A downhill built quarter horse, see how much lower is shoulders are than his butt? Were assuming this horse is standing on level ground, he's rather extreme.

horse downhill conformation - Bing Images

This an example of being ridden downhill, or on the forehand. This is extreme too, maybe the horse has a physical reason for this, maybe its not using its hind end, there's lots of reasons beyond just conformation. 

horse on forehand - Bing Images


Here's a horse with uphill confirmation, you can see his whithers are higher than his hip point. Some of the pictures with the shoulders closer to the photographer give this look too, so some of it could be 'clever photography'.
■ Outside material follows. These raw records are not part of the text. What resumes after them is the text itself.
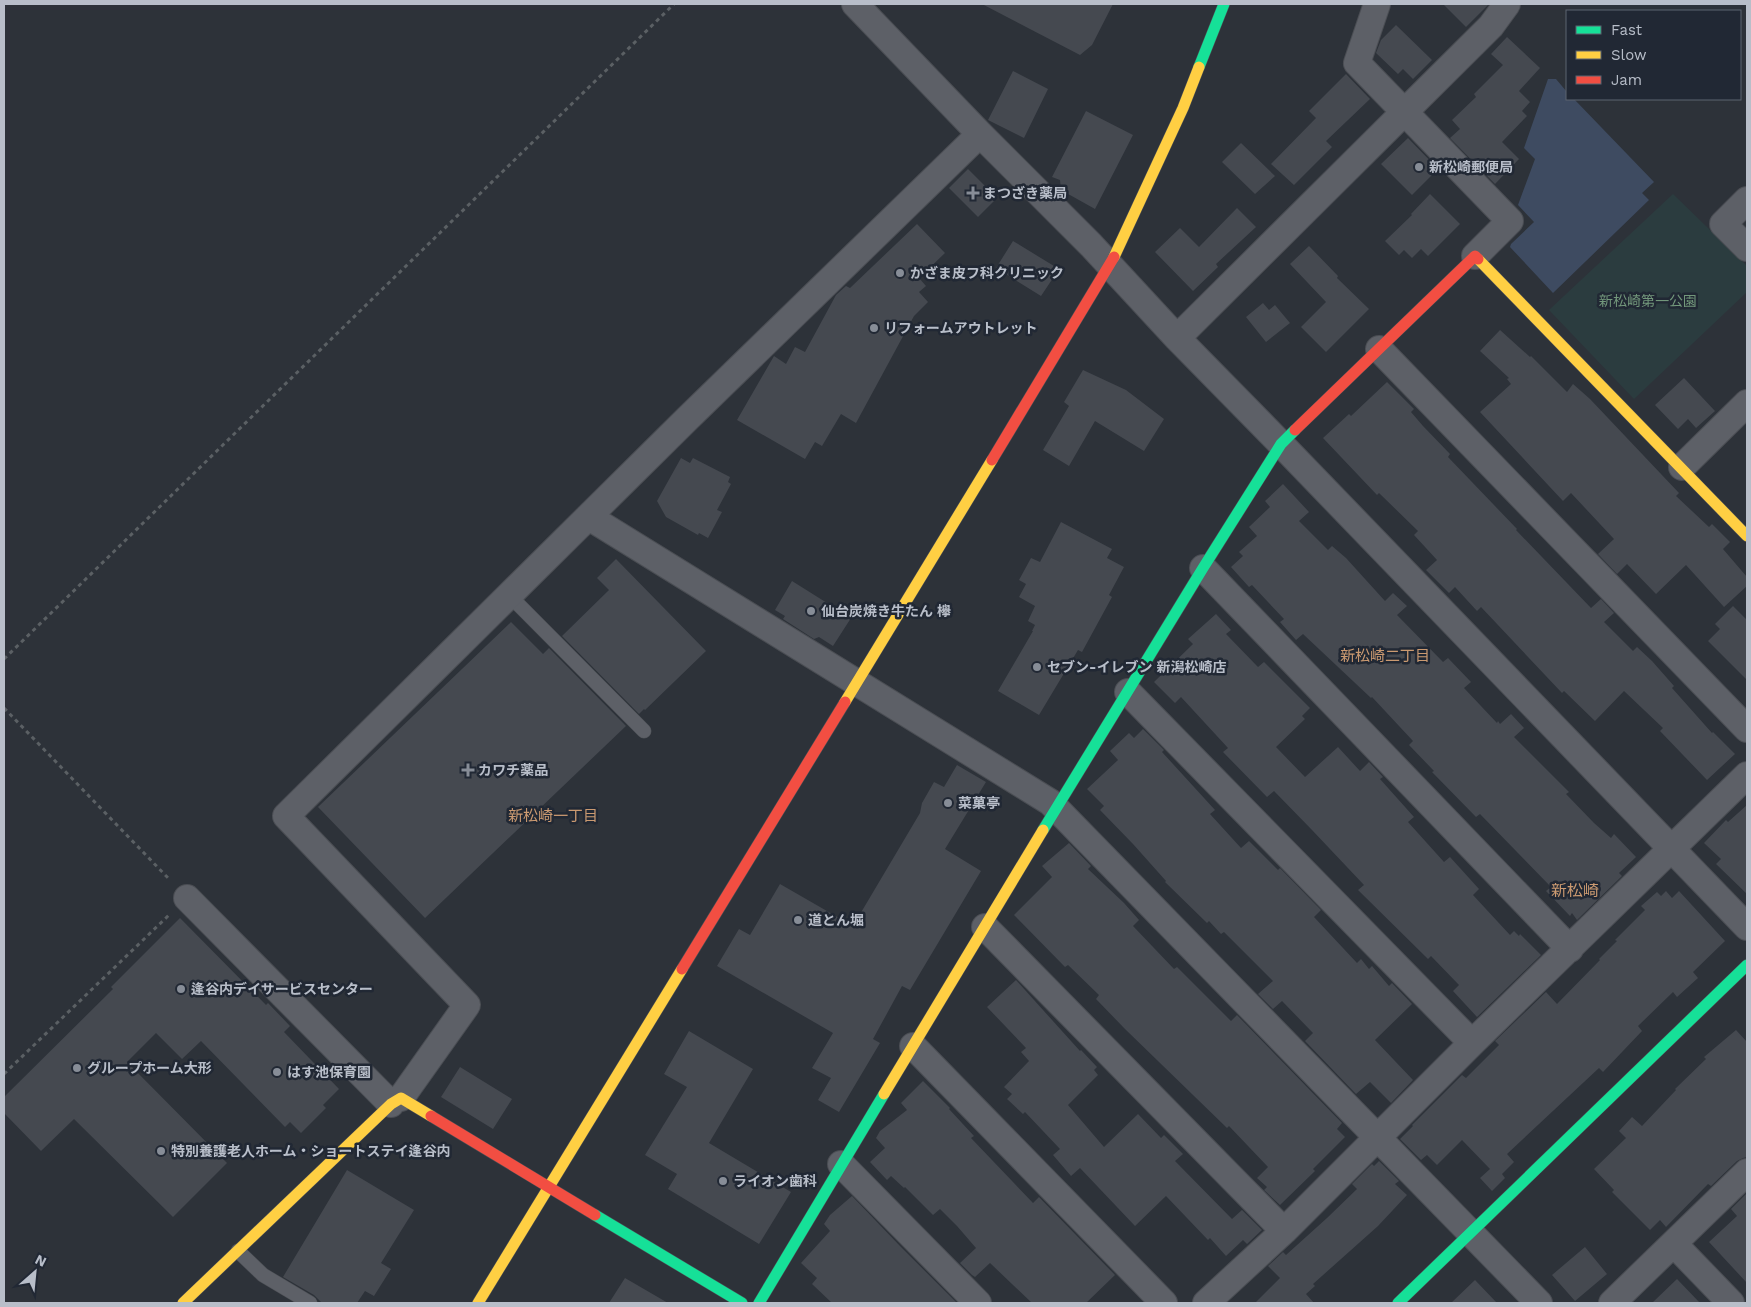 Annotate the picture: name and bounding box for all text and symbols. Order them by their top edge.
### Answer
legend [1566,10,1741,100]
text: Fast [1611,21,1643,39]
text: Slow [1611,46,1647,64]
text: Jam [1611,71,1642,89]
place label: 新松崎郵便局 [1429,159,1513,175]
marker: 新松崎郵便局 [1413,161,1425,173]
place label: まつざき薬局 [983,185,1067,201]
marker: まつざき薬局 [967,187,979,199]
place label: かざま皮フ科クリニック [910,265,1064,281]
marker: かざま皮フ科クリニック [894,267,906,279]
park label: 新松崎第一公園 [1599,293,1697,309]
place label: リフォームアウトレット [884,320,1038,336]
marker: リフォームアウトレット [868,322,880,334]
place label: 仙台炭焼き牛たん 欅 [821,603,951,619]
marker: 仙台炭焼き牛たん 欅 [805,605,817,617]
district label: 新松崎二丁目 [1340,647,1430,665]
place label: セブン-イレブン 新潟松崎店 [1047,659,1226,675]
marker: セブン-イレブン 新潟松崎店 [1031,661,1043,673]
place label: カワチ薬品 [478,762,548,778]
marker: カワチ薬品 [462,764,474,776]
place label: 菜菓亭 [958,795,1000,811]
marker: 菜菓亭 [942,797,954,809]
district label: 新松崎一丁目 [508,807,598,825]
district label: 新松崎 [1551,881,1599,900]
place label: 道とん堀 [808,912,864,928]
marker: 道とん堀 [792,914,804,926]
place label: 逢谷内デイサービスセンター [191,981,373,997]
marker: 逢谷内デイサービスセンター [175,983,187,995]
place label: グループホーム大形 [87,1060,212,1076]
marker: グループホーム大形 [71,1062,83,1074]
place label: はす池保育園 [287,1064,371,1080]
marker: はす池保育園 [271,1066,283,1078]
place label: 特別養護老人ホーム・ショートステイ逢谷内 [171,1143,451,1159]
marker: 特別養護老人ホーム・ショートステイ逢谷内 [155,1145,167,1157]
place label: ライオン歯科 [733,1173,817,1189]
marker: ライオン歯科 [717,1175,729,1187]
north arrow [10,1247,60,1297]
text: N [33,1251,49,1270]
http://www.bing.com/images/search?q...F5E7E7A3A75DB0560C6B0D4214A8&selectedIndex=38

Like Katy said, in dressage the goal is to get them off the forehand, and you can train them to sit in the back, but its much easier on a horse that's naturally built more uphill.

horse uphill trot - Bing Images


----------



## Prinella

http://www.horseforum.com/saddle-fitting-issues/some-times-near-enough-has-good-432162/#post5636786

In my first post here is a picture of my downhill mare. Look at the level of her withers and croup.
_Posted via Mobile Device_


----------



## CandyCanes

My horse diddly is built slightly downhill. You can see it in the way he stands. As a dressage horse, he is not allowed to be on the forehand, so it was my job to make him work 'uphill'. 
Here is a picture of him standing... You will see, although his withers are higher than his croup, he is still built slightly downwards. You can't really see it if you focus on individual aspects of his conformation, you only really see it when you look at him as a whole. 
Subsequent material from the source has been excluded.